Figure 2:Confusion matrix, separated into nine groups for each diagnostic category in the test set
Values represent the proportion of images in the test set given a classification specified by columns, on average for the top 25 algorithms. The reference row of each group shows the aggregate values for each diagnosis. Subsequent rows include stratifications across artifacts (ie, crust, hair, pen marks), anatomical site, and source institution. Upper extremity refers to arms and feet (not palms or soles). Lower extremity refers to legs (not palms or soles). AK=actinic keratosis. BCC=basal cell carcinoma. BCN=Hospital Clinic Barcelona. BKL=benign keratosis. DF=dermatofibroma. HAM=Medical University of Vienna. MEL=melanoma. NT=not trained. NV=nevi. SCC=squamous cell carcinoma. VASC=vascular lesion.
Figure 3:Confusion matrix of the diagnoses comprising the NT category
The confusion matrix shows which of the other categories included in training the diagnoses were confused for, measured across the top 25 algorithms. AK=actinic keratosis. BCC=basal cell carcinoma. BKL=benign keratosis. DF=dermatofibroma. MEL=melanoma. NT=not trained. NV=nevi. SCC=squamous cell carcinoma.
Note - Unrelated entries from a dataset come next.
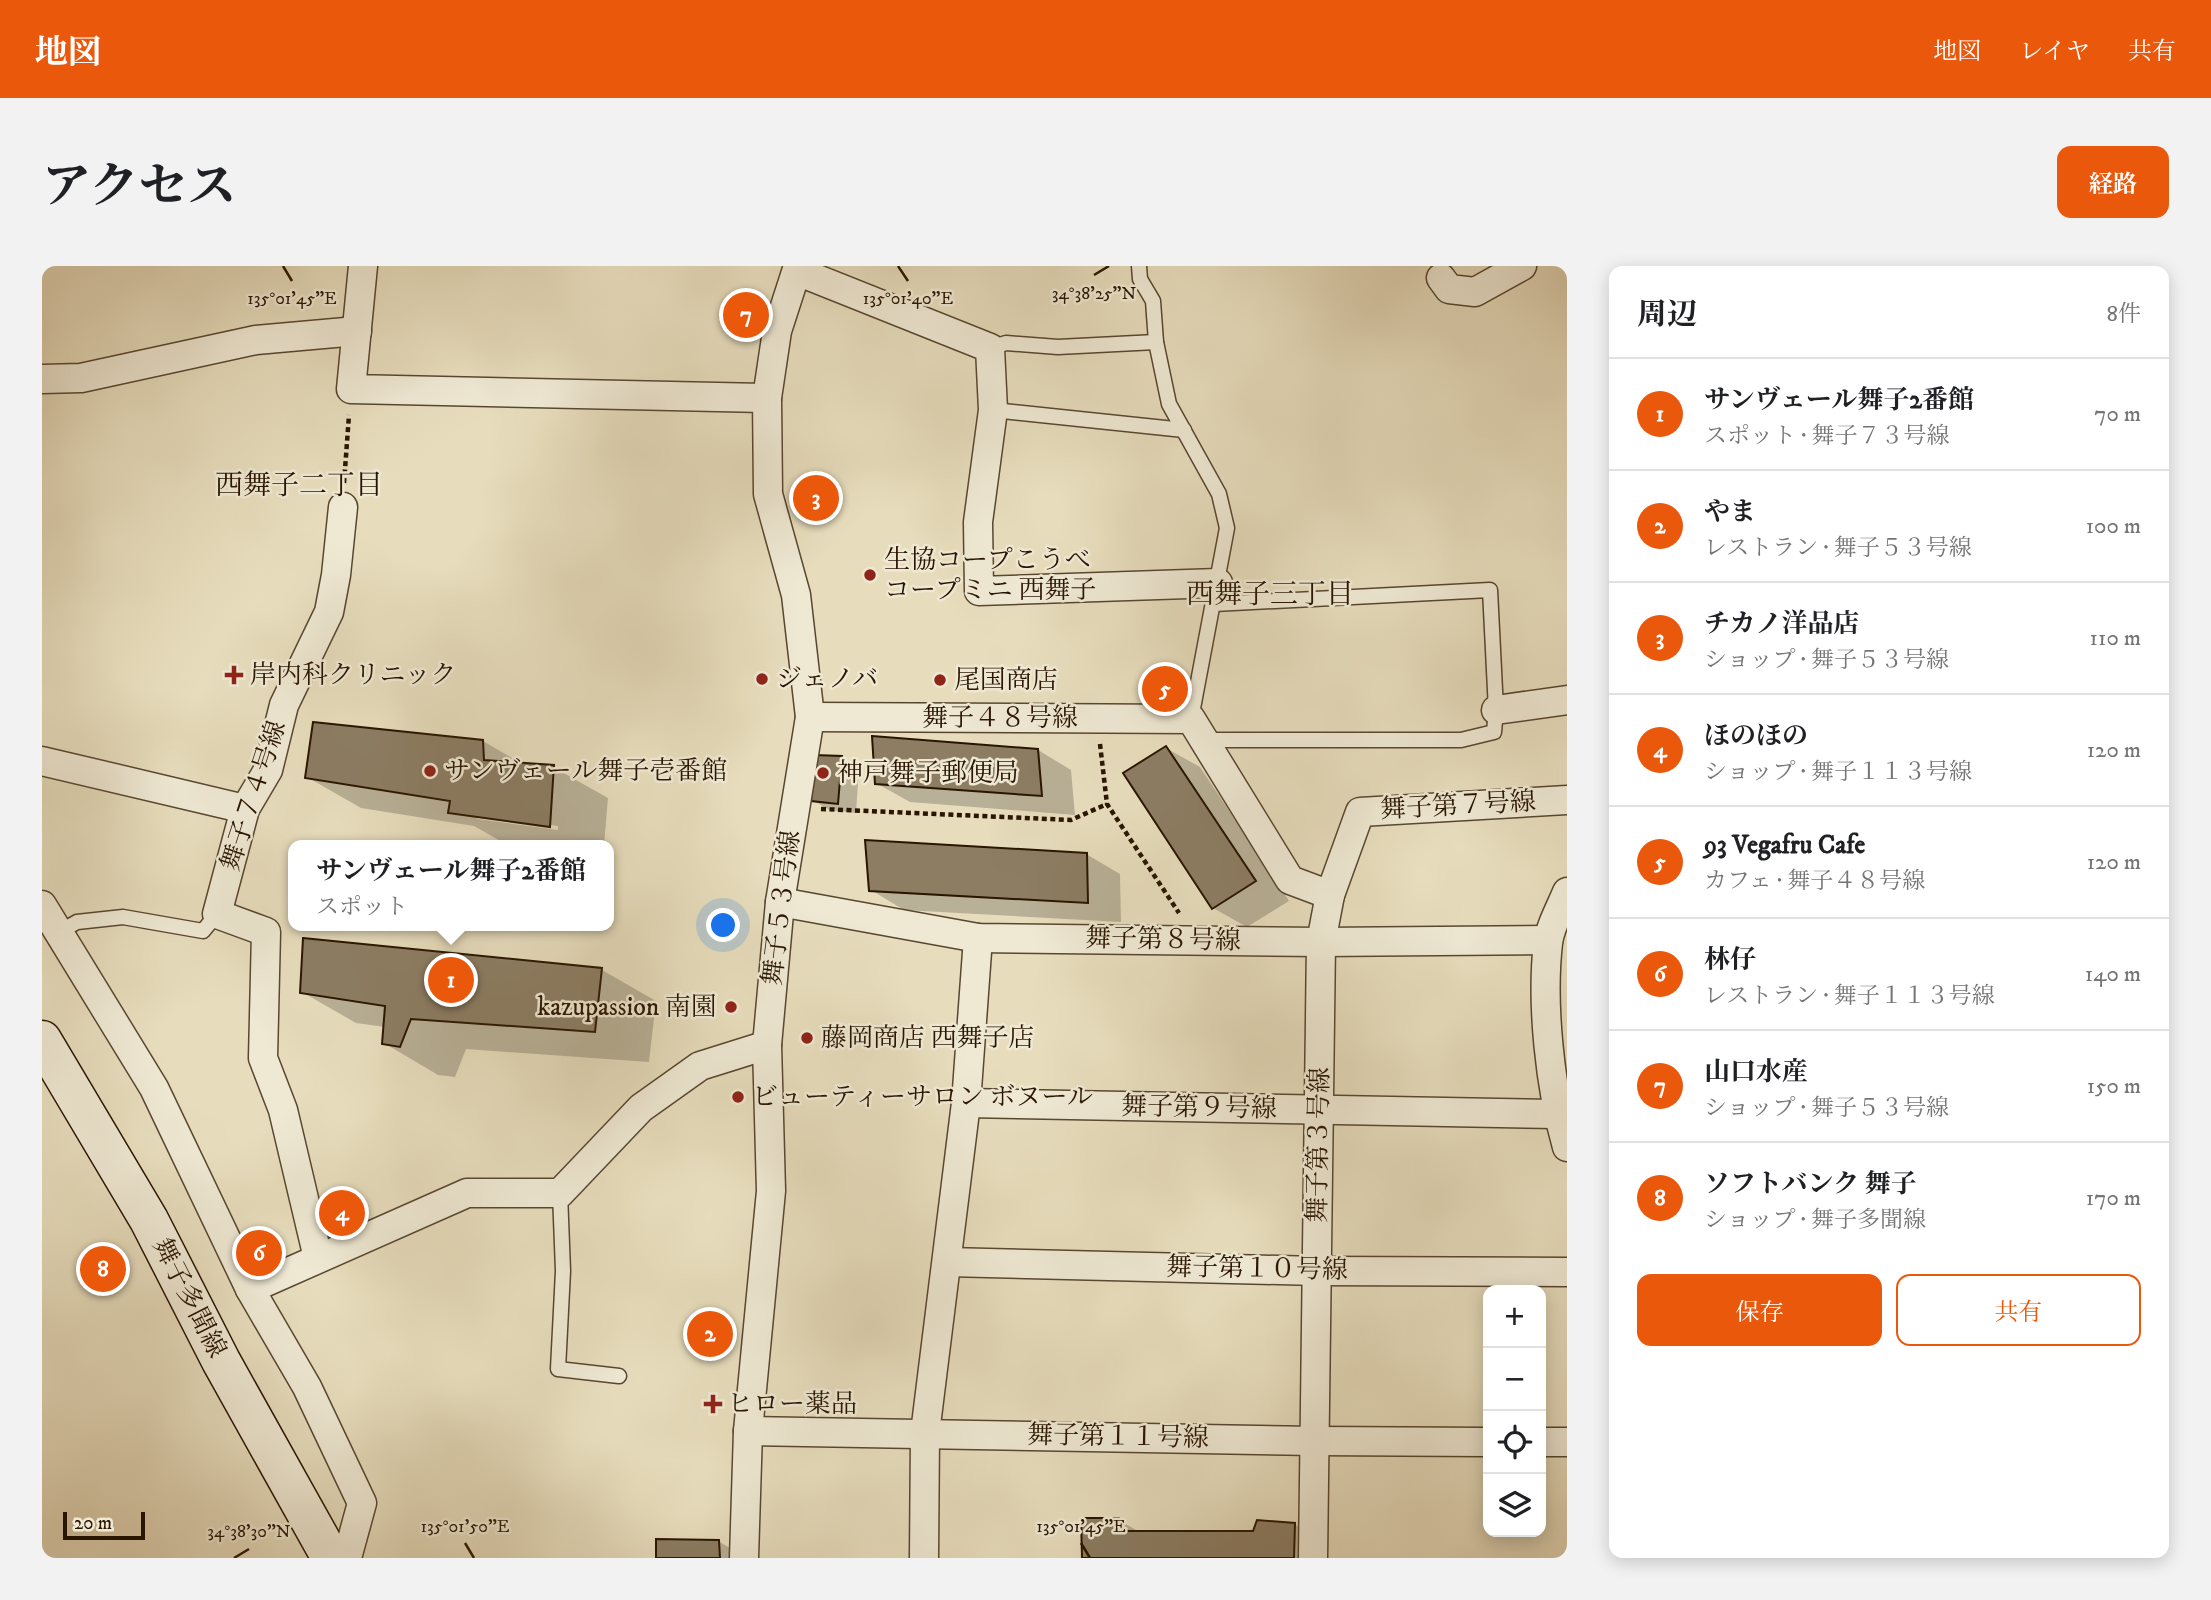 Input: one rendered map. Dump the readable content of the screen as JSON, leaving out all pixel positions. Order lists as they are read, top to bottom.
{
  "streets": {
    "street": [
      "舞子４８号線",
      "舞子７４号線",
      "舞子第７号線",
      "舞子５３号線",
      "舞子第８号線",
      "舞子第９号線",
      "舞子第３号線",
      "舞子第１０号線",
      "舞子多聞線",
      "舞子第１１号線"
    ]
  },
  "crossings": [
    ["舞子４８号線", "舞子５３号線"],
    ["舞子第７号線", "舞子第８号線"],
    ["舞子第７号線", "舞子第３号線"],
    ["舞子５３号線", "舞子第８号線"],
    ["舞子５３号線", "舞子第１１号線"],
    ["舞子第８号線", "舞子第３号線"],
    ["舞子第９号線", "舞子第３号線"],
    ["舞子第３号線", "舞子第１０号線"],
    ["舞子第３号線", "舞子第１１号線"]
  ],
  "districts": ["西舞子二丁目", "西舞子三丁目"],
  "places": {
    "other": [
      "生協コープこうべ コープミニ 西舞子",
      "ジェノバ",
      "尾国商店",
      "サンヴェール舞子壱番館",
      "神戸舞子郵便局",
      "kazupassion 南園",
      "藤岡商店 西舞子店",
      "ビューティーサロン ボヌール"
    ],
    "health": ["岸内科クリニック", "ヒロー薬品"]
  },
  "scale_bar": "20 m",
  "page": {
    "header": "地図",
    "nav": ["地図", "レイヤ", "共有"],
    "title": "アクセス",
    "buttons": [
      "経路",
      ["保存", "共有"]
    ],
    "heading": ["周辺", "8件"],
    "pins": [
      "7",
      "3",
      "5",
      "1",
      "4",
      "6",
      "8",
      "2"
    ],
    "list": [
      {
        "mark": "1",
        "name": "サンヴェール舞子2番館",
        "note": "スポット · 舞子７３号線",
        "value": "70 m"
      },
      {
        "mark": "2",
        "name": "やま",
        "note": "レストラン · 舞子５３号線",
        "value": "100 m"
      },
      {
        "mark": "3",
        "name": "チカノ洋品店",
        "note": "ショップ · 舞子５３号線",
        "value": "110 m"
      },
      {
        "mark": "4",
        "name": "ほのほの",
        "note": "ショップ · 舞子１１３号線",
        "value": "120 m"
      },
      {
        "mark": "5",
        "name": "93 Vegafru Cafe",
        "note": "カフェ · 舞子４８号線",
        "value": "120 m"
      },
      {
        "mark": "6",
        "name": "林仔",
        "note": "レストラン · 舞子１１３号線",
        "value": "140 m"
      },
      {
        "mark": "7",
        "name": "山口水産",
        "note": "ショップ · 舞子５３号線",
        "value": "150 m"
      },
      {
        "mark": "8",
        "name": "ソフトバンク 舞子",
        "note": "ショップ · 舞子多聞線",
        "value": "170 m"
      }
    ],
    "popup": ["サンヴェール舞子2番館", "スポット"],
    "map_buttons": ["+", "−"],
    "scale": "20 m"
  },
  "coordinates": [
    "34°38'25\"N",
    "135°01'45\"E",
    "135°01'40\"E",
    "135°01'50\"E",
    "34°38'30\"N"
  ]
} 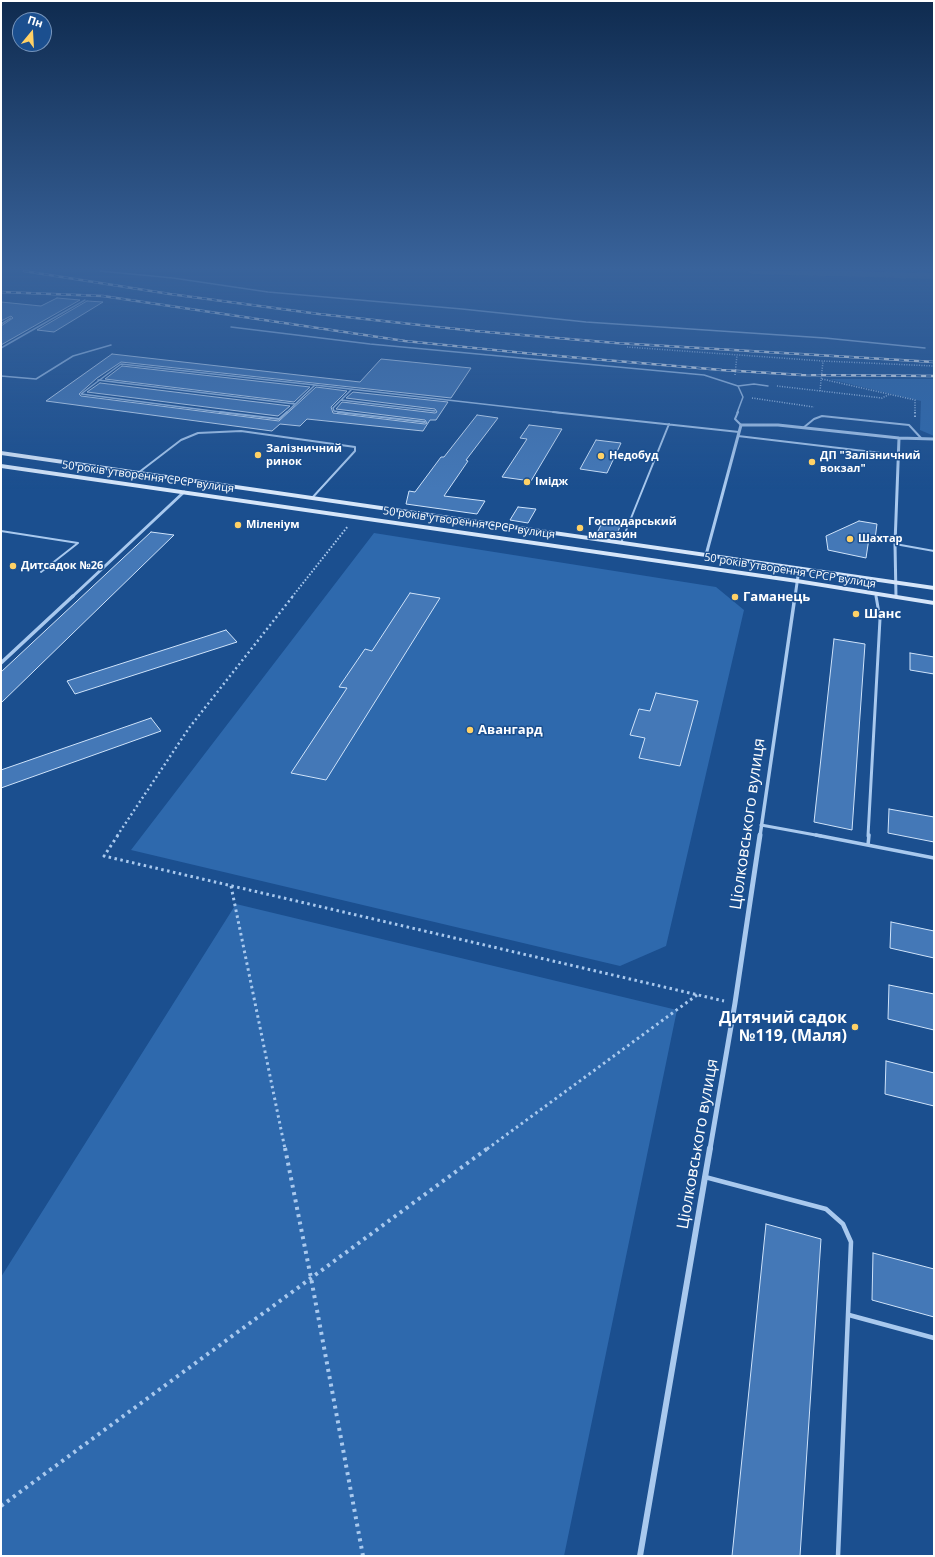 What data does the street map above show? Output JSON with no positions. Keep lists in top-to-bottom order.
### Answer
{
  "streets": {
    "main road": ["50 років утворення СРСР вулиця"],
    "street": ["Ціолковського вулиця"]
  },
  "crossings": [
    ["50 років утворення СРСР вулиця", "Ціолковського вулиця"]
  ],
  "places": [
    "Залізничний ринок",
    "Недобуд",
    "ДП \"Залізничний вокзал\"",
    "Імідж",
    "Міленіум",
    "Господарський магазин",
    "Шахтар",
    "Дитсадок №26",
    "Гаманець",
    "Шанс",
    "Авангард",
    "Дитячий садок №119, (Маля)"
  ],
  "north": "top"
}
VASC=vascular lesion.
Goal distribution of diagnoses included in a set of 30 images in the reader study
| Goal number | |
|---|---|
|
| |
| Actinic keratosis | 1 |
| Basal cell carcinoma | 6 |
| Benign keratosis | 3 |
| Dermatofibroma | 1 |
| Melanoma | 1 |
| Not trained | 5 |
| Nevi | 8 |
| Squamous cell carcinoma | 1 |
| Vascular lesion | 1 |
Summary of reader accuracy versus that of automated classifiers
| Readers | All algorithms | Top 3 algorithms | |
|---|---|---|---|
|
| |||
| AK | 0·43 (0·23–0·63) | 0·44 (0·42–0·46) | 0·83 (0·77–0·89) |
| BCC | 0·70 (0·61–0·79) | 0·80 (0·77–0·82) | 0·91 (0·88–0·95) |
| BKL | 0·48 (0·36–0·60) | 0·37 (0·35–0·39) | 0·43 (0·37–0·50) |
| DF | 0·50 (0·30–0·71) | 0·33 (0·30–0·36) | 0·73 (0·50–0·95) |
| MEL | 0·62 (0·53–0·71) | 0·58 (0·56–0·60) | 0·70 (0·64–0·77) |
| NV | 0·56 (0·46–0·66) | 0·76 (0·74–0·79) | 0·76 (0·74–0·77) |
| NT | 0·26 (0·17–0·35) | 0·06 (0·05–0·08) | 0·01 (0·01–0·02) |
| SCC | 0·65 (0·46–0·83) | 0·31 (0·29–0·33) | 0·62 (0·55–0·69) |
| VASC | 0·83 (0·68–0·97) | 0·46 (0·43–0·49) | 0·79 (0·66–0·92) |
Data are accuracy of mean count (95% CI). Mean count of correct reader classifications in batches of 30 lesions was 15·7 (95% CI 14·46–16·94). Mean count of correct algorithm (best) classifications in batches of 30 lesions was 18·95 (18·20–19·70). AK=actinic keratosis. BCC=basal cell carcinoma. BKL=benign keratosis. DF=dermatofibroma. MEL=melanoma. NT=not trained. NV=nevi. SCC=squamous cell carcinoma. VASC=vascular lesion.
Top three algorithms (average) performed >20% better than readers.
Readers performed ≥20% better than algorithms.
Figure 4:Receiver operating characteristic curves for the expert readers on grouped malignant diagnoses (A) and NT class (B) as compared with the top three algorithms
Crosses represent the average sensitivity and specificity of the readers, with the length of the bars corresponding to the 95% CI. AI=artificial intelligence. NT=not trained. SROC=summary receiver operating characteristic curve.